**INSTRUCTIONS TO FOLLOW**
Below are the records. List every line holding the word "strokeStyle".

######

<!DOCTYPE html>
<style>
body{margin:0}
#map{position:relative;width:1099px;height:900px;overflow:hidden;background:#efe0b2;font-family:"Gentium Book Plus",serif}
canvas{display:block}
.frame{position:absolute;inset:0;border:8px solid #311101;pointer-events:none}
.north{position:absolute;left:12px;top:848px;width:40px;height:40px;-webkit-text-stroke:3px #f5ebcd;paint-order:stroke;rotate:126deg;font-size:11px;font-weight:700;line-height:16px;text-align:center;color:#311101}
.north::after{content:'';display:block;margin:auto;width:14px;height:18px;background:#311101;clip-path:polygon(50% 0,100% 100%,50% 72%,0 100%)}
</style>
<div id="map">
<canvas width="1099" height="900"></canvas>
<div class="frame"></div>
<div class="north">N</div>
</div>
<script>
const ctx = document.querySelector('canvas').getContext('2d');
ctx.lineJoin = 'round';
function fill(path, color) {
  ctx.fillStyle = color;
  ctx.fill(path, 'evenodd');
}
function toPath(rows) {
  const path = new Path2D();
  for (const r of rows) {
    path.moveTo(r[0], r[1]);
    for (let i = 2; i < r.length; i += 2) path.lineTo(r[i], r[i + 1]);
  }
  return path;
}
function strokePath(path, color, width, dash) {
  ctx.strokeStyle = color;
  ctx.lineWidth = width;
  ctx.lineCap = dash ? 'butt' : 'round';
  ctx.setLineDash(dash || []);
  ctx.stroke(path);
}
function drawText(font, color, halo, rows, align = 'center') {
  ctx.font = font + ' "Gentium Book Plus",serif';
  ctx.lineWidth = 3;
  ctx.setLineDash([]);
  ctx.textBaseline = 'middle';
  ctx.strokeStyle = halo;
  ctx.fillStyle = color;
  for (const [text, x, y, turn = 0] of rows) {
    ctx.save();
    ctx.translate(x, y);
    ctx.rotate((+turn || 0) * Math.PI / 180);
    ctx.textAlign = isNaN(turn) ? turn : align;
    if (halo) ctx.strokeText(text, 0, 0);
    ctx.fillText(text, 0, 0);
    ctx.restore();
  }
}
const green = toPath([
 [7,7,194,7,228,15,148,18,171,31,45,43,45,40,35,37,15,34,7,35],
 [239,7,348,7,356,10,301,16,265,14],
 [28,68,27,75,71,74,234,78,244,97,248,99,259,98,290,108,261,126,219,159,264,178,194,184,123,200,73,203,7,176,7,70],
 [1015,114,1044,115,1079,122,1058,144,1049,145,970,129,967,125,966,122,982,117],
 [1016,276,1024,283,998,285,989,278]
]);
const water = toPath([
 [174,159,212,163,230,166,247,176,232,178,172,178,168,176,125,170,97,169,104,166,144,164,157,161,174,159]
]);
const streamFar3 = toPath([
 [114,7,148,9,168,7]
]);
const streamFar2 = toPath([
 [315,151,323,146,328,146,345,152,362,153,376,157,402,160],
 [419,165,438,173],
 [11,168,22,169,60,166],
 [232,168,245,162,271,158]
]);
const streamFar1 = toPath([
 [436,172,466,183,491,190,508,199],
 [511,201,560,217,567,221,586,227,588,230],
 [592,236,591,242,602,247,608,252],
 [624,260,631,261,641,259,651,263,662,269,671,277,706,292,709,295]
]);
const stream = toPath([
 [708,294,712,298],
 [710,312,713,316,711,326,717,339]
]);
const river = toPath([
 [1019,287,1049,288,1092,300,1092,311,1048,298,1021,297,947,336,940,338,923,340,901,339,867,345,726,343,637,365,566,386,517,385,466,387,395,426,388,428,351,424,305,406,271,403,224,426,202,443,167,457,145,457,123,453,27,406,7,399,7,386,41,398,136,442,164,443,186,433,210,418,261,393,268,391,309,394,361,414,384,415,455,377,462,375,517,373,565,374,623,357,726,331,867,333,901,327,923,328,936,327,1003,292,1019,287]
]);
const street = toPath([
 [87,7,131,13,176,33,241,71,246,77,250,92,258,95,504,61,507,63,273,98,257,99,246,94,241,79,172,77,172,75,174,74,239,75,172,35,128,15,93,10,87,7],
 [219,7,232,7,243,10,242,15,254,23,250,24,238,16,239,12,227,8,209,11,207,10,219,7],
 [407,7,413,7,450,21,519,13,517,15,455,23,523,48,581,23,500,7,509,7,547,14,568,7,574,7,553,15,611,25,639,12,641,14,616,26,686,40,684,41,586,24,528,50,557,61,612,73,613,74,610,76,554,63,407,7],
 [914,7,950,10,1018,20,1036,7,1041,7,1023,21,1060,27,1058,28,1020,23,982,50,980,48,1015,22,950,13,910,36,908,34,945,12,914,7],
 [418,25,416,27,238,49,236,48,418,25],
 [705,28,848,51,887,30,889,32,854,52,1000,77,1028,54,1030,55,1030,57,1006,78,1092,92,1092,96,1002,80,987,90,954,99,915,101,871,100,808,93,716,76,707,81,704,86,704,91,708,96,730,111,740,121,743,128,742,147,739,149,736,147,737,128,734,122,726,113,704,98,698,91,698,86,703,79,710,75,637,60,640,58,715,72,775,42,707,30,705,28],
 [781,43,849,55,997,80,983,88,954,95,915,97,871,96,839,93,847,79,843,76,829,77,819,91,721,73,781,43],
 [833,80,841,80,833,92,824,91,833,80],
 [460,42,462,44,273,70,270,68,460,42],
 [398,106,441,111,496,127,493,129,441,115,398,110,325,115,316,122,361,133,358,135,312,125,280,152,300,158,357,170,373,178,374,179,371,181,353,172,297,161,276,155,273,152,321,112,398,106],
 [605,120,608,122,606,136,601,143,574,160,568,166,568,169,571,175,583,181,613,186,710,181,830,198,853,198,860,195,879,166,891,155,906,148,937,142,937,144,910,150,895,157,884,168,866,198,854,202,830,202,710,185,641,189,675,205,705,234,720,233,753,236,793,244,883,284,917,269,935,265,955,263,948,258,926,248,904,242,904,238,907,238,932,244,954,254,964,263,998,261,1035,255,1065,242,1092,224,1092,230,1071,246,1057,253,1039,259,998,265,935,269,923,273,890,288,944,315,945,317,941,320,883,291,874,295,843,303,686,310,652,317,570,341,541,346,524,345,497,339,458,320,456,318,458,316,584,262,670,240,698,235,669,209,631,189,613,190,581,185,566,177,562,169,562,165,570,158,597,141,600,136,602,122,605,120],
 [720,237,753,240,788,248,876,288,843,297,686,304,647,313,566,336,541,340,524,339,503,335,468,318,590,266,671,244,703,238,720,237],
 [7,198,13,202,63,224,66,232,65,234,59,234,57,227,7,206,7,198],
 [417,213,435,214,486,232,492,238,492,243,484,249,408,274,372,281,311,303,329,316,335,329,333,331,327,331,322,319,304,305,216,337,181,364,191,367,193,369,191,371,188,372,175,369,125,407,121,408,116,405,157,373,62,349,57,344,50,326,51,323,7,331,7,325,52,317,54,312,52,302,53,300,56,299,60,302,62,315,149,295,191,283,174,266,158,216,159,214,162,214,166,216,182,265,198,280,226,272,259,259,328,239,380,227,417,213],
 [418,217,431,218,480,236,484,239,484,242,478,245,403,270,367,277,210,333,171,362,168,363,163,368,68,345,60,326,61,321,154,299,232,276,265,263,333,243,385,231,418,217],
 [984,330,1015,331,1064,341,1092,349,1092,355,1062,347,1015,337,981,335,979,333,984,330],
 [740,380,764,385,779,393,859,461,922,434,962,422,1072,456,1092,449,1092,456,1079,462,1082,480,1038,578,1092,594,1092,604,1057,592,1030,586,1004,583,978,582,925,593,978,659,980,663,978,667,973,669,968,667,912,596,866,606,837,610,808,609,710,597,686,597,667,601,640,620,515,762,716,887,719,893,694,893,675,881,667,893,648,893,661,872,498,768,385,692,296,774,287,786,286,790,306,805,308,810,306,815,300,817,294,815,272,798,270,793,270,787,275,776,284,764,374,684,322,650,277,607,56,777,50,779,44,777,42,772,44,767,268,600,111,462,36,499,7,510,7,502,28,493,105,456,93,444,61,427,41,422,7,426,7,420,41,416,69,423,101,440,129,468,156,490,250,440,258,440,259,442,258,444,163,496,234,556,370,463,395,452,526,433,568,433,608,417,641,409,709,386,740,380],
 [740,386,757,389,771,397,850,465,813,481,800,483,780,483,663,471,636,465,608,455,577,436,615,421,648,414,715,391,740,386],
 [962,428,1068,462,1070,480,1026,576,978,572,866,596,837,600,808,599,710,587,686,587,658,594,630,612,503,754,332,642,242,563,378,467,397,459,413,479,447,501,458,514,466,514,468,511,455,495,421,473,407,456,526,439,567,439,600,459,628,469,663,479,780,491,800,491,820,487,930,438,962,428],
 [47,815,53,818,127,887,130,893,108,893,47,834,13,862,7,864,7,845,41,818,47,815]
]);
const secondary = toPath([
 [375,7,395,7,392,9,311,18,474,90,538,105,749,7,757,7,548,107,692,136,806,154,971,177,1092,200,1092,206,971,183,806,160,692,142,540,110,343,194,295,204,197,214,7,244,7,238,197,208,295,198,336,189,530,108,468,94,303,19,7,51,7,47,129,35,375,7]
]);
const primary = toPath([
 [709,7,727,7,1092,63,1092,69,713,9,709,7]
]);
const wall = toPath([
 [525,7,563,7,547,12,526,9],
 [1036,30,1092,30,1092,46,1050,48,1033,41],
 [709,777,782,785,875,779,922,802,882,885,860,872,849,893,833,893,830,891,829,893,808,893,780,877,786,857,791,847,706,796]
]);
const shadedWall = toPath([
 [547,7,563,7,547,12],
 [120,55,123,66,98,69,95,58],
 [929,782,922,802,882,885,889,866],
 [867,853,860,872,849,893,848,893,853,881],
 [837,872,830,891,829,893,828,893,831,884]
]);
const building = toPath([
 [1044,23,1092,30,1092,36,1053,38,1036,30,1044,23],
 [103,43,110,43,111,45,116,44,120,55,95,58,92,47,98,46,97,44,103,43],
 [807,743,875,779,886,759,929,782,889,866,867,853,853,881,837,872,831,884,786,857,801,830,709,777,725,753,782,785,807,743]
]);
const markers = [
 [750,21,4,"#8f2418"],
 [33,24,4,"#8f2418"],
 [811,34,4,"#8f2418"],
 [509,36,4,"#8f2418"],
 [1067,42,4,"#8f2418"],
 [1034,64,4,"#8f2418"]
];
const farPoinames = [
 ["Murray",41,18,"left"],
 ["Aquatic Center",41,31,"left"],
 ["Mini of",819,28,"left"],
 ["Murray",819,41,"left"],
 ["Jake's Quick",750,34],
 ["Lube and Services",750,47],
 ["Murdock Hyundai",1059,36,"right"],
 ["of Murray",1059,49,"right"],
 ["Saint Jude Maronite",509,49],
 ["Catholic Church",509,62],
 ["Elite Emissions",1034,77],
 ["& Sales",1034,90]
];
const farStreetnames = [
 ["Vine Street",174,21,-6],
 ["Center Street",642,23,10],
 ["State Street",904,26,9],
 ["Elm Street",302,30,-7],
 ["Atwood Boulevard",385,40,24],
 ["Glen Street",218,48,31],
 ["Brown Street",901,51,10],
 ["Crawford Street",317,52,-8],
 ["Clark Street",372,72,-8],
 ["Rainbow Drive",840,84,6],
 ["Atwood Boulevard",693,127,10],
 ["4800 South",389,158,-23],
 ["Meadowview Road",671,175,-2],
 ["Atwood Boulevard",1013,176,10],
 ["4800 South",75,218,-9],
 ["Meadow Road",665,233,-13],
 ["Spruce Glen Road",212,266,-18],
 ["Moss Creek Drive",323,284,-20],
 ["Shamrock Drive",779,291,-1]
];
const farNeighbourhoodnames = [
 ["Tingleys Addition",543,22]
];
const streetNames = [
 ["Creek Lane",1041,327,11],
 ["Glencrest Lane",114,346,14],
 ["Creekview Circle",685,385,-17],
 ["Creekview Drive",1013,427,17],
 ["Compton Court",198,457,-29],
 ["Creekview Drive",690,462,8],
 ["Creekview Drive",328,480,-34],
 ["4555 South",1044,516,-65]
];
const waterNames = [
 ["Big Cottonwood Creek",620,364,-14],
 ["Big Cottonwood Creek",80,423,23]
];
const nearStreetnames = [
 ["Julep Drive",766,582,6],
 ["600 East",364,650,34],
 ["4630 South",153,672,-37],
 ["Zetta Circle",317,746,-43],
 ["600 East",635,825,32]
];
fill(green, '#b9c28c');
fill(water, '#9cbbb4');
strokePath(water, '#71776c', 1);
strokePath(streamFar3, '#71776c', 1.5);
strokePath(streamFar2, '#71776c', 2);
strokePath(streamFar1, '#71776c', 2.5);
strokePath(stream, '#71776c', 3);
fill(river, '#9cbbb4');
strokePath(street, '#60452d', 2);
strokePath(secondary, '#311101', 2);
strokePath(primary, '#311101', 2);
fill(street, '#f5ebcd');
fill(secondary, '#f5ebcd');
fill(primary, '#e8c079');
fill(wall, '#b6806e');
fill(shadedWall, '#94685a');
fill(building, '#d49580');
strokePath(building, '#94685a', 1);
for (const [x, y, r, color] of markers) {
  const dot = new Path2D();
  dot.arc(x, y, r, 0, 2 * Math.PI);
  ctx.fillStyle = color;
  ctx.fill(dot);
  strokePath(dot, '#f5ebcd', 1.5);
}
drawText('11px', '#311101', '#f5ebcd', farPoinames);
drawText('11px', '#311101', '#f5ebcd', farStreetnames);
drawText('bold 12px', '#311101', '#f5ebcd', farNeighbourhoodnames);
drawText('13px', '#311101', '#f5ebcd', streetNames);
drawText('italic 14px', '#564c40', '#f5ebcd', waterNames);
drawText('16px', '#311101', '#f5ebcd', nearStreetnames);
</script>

######

**SOLUTION FOR THIS PROBLEM**
  ctx.strokeStyle = color;
  ctx.strokeStyle = halo;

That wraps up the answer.